Chimeric antigen receptor (CAR)-engineered lymphocytes treat B cell malignancies; however, limited persistence can restrain the full therapeutic potential of this approach. FAS ligand (FAS-L)/FAS interactions govern lymphocyte homeostasis. Knowledge of which cells express FAS-L in patients with cancer and whether these sources compromise CAR persistence remains incomplete. Here, we constructed a single-cell atlas of diverse cancers to identify cellular subsets expressing FASLG, the gene encoding FAS-L. We discovered that FASLG expression is limited primarily to endogenous T cells, natural killer (NK) cells and CAR-T cells, while tumor and stromal cell expression is minimal. To establish whether CAR-T and CAR-NK cell survival is FAS-L regulated, we performed competitive fitness assays using FAS-dominant negative receptor (ΔFAS)-modified lymphocytes. Following transfer, ΔFAS-expressing CAR-T/CAR-NK cells became enriched, a phenomenon that mechanistically was reverted through FASLG knockout. By contrast, FASLG was dispensable for CAR-mediated tumor killing. In multiple models in female mice, ΔFAS coexpression enhanced antitumor efficacy. Together, these findings reveal that CAR-engineered lymphocyte persistence is governed by a FAS-L/FAS autoregulatory circuit.

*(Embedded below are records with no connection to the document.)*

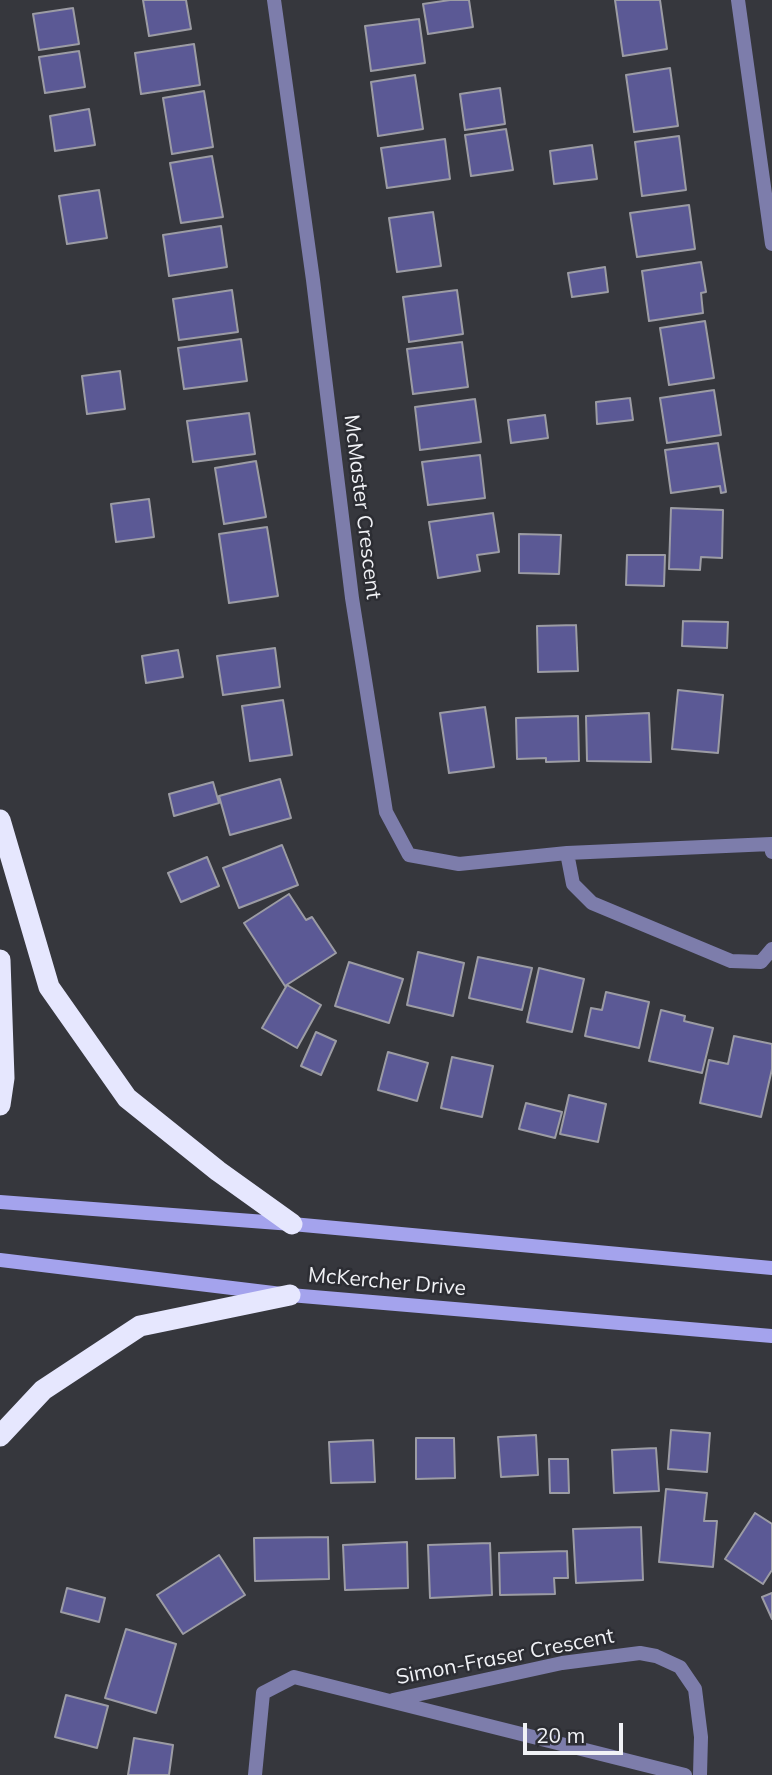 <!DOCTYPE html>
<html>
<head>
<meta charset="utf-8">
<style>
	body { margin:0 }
	#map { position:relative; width:772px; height:1775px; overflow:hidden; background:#36373d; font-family:Mulish,sans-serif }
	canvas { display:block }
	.scale { position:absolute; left:523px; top:1723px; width:100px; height:32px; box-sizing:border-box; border:4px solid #f1f2f6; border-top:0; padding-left:9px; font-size:21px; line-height:24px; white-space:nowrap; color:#f1f2f6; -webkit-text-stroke:5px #2c2d33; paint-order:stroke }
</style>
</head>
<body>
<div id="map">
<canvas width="772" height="1775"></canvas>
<div class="scale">20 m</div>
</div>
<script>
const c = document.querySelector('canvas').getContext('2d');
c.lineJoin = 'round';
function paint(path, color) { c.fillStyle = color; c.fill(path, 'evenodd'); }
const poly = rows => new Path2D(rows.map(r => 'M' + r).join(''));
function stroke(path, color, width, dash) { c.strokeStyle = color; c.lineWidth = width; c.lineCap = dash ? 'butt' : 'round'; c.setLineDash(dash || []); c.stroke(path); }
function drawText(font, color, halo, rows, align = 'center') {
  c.font = font + ' Mulish,sans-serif'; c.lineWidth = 5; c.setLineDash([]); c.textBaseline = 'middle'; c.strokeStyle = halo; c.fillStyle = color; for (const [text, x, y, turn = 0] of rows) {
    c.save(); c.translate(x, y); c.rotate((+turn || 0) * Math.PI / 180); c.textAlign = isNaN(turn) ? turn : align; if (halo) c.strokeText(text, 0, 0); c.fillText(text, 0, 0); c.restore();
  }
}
const building = poly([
	[143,0,186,0,191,29,149,36,143,0],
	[450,0,469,0,473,27,428,34,423,4,450,0],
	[615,0,660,0,667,49,623,56,615,0],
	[73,8,79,44,39,50,33,14,73,8],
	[419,19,425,63,371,71,365,26,419,19],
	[194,44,200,85,141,94,135,53,194,44],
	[79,51,85,87,45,93,39,57,79,51],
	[670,68,678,126,634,132,626,75,670,68],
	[415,75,423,129,378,136,371,82,415,75],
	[500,88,505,124,465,130,460,94,500,88],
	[204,91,213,147,172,154,163,98,204,91],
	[89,109,95,145,55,151,50,116,89,109],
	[506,129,513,170,471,176,465,135,506,129],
	[679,136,686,190,642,196,635,142,679,136],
	[445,139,450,179,387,188,381,148,445,139],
	[592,145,597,179,554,184,550,151,592,145],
	[212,156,223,217,181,223,170,163,212,156],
	[99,190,107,238,67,244,59,196,99,190],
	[689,205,695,249,637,257,630,213,689,205],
	[433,212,441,266,397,272,389,218,433,212],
	[221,226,227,267,169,276,163,235,221,226],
	[701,262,706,292,701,293,703,313,649,321,642,271,701,262],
	[605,267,608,292,572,297,568,273,605,267],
	[232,290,238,332,179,340,173,299,232,290],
	[457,290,463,334,409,342,403,297,457,290],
	[705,321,714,378,669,385,660,328,705,321],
	[241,339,247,381,184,389,178,348,241,339],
	[462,342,468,387,413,394,407,349,462,342],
	[120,371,125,409,87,414,82,376,120,371],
	[714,390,721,435,667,443,660,398,714,390],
	[630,398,633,420,597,424,596,402,630,398],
	[475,399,481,442,420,450,415,407,475,399],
	[249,413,255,454,193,462,187,421,249,413],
	[545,415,548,438,511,443,508,420,545,415],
	[718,443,726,492,721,493,720,486,671,493,665,450,718,443],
	[480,455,485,498,428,505,422,462,480,455],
	[256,461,266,517,224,524,215,468,256,461],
	[149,499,154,537,116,542,111,504,149,499],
	[671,508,723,510,722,558,701,557,700,570,669,569,671,508],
	[493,513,499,552,477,555,480,571,438,578,429,522,493,513],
	[267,527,278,596,229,603,219,534,267,527],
	[519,534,561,535,559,574,519,573,519,534],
	[627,555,665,555,664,586,626,585,627,555],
	[683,621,728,622,727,648,682,646,683,621],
	[576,625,578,671,538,672,537,626,576,625],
	[275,648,280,687,223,695,217,656,275,648],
	[178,650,183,677,146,683,142,656,178,650],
	[678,690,723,695,718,753,672,749,678,690],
	[283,700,292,755,250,761,242,706,283,700],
	[485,707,494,767,449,773,440,713,485,707],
	[649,713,651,762,587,761,586,716,649,713],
	[578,716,579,761,546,762,546,758,517,759,516,718,578,716],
	[280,779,291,818,230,835,219,796,280,779],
	[213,782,219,803,174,816,169,794,213,782],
	[282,845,298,885,239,908,223,868,282,845],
	[207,857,219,886,181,902,168,873,207,857],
	[289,894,306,920,312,917,336,953,285,986,244,923,289,894],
	[418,952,464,963,453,1016,407,1005,418,952],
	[478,957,532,968,522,1010,469,998,478,957],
	[349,962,403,979,389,1023,335,1006,349,962],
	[539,968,584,979,572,1032,527,1022,539,968],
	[287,985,321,1005,297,1048,262,1028,287,985],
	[606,992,649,1002,639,1048,585,1036,591,1008,602,1010,606,992],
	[661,1010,685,1016,684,1021,713,1028,702,1073,649,1061,661,1010],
	[316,1032,336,1041,321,1075,301,1066,316,1032],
	[734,1036,772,1044,772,1069,761,1117,700,1103,709,1060,728,1064,734,1036],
	[388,1052,428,1063,417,1101,378,1090,388,1052],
	[452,1057,493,1066,482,1117,441,1108,452,1057],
	[569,1095,606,1104,598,1142,560,1134,569,1095],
	[526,1103,562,1112,555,1138,519,1129,526,1103],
	[671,1430,710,1433,707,1472,668,1469,671,1430],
	[536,1435,538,1475,501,1477,498,1437,536,1435],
	[416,1438,454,1438,455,1478,416,1479,416,1438],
	[373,1440,375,1482,331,1483,329,1442,373,1440],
	[656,1448,659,1491,614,1493,612,1450,656,1448],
	[549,1459,568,1459,569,1493,550,1493,549,1459],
	[666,1489,707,1493,704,1521,717,1521,713,1567,659,1562,666,1489],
	[755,1513,772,1524,772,1570,763,1584,725,1559,755,1513],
	[641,1527,643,1580,576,1583,573,1529,641,1527],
	[328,1537,329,1579,255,1581,254,1538,328,1537],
	[407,1542,408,1588,345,1590,343,1545,407,1542],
	[490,1543,492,1595,430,1598,428,1545,490,1543],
	[567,1551,568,1578,554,1578,555,1594,500,1595,499,1553,567,1551],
	[219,1555,245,1595,183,1634,157,1595,219,1555],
	[67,1588,105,1598,99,1622,61,1612,67,1588],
	[772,1593,772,1619,762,1597,772,1593],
	[126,1629,176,1644,156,1713,105,1698,126,1629],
	[66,1695,108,1706,97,1748,55,1737,66,1695],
	[134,1738,173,1745,169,1775,128,1775,134,1738]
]);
paint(building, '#5b5995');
stroke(building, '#9c9ca4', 2);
stroke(poly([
	[274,0,313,280,352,598,386,812,409,855,459,864,567,853,771,844,772,852],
	[738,0,772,244],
	[567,853,573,884,592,903,731,961,761,962,772,949],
	[393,1700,562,1663,640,1653,656,1656,680,1667,695,1689,701,1737,700,1775],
	[255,1775,263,1693,294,1677,685,1775]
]), '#7d7dab', 14);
stroke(poly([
	[0,1202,292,1224,772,1268],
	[0,1260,290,1295,772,1336]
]), '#a4a3ed', 14);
stroke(poly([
	[0,820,49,987,127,1098,218,1171,292,1224],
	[0,960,4,1078,0,1105],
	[0,1436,43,1390,140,1326,290,1295]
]), '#e6e7fe', 21);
drawText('21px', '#f1f2f6', '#2c2d33', [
	["McMaster Crescent",362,507,83],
	["McKercher Drive",387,1282,5],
	["Simon-Fraser Crescent",505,1657,-11]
]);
</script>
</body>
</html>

嵌合抗原受体(CAR)工程化淋巴细胞可治疗B细胞恶性肿瘤;然而,有限的持久性会限制这种方法的全部治疗潜力。FAS配体(FAS-L)/FAS相互作用控制淋巴细胞的稳态。关于癌症患者中哪些细胞表达FAS-L以及这些来源是否会影响CAR的持久性,目前仍不完全清楚。在这里,我们构建了一个多种癌症的单细胞图谱,以识别表达FASLG(编码FAS-L的基因)的细胞亚群。我们发现FASLG的表达主要限于内源性T细胞、自然杀伤(NK)细胞和CAR-T细胞,而肿瘤细胞和基质细胞的表达极少。为了确定CAR-T和CAR-NK细胞的存活是否受FAS-L调节,我们使用FAS显性负性受体(ΔFAS)修饰的淋巴细胞进行了竞争性适应性分析。转移后,表达ΔFAS的CAR-T/CAR-NK细胞富集,这一现象通过FASLG基因敲除在机制上得以逆转。相比之下,FASLG对于CAR介导的肿瘤杀伤是可有可无的。在雌性小鼠的多个模型中,共表达ΔFAS增强了抗肿瘤疗效。总之,这些发现揭示了CAR工程化淋巴细胞的持久性受FAS-L/FAS自调节回路的控制。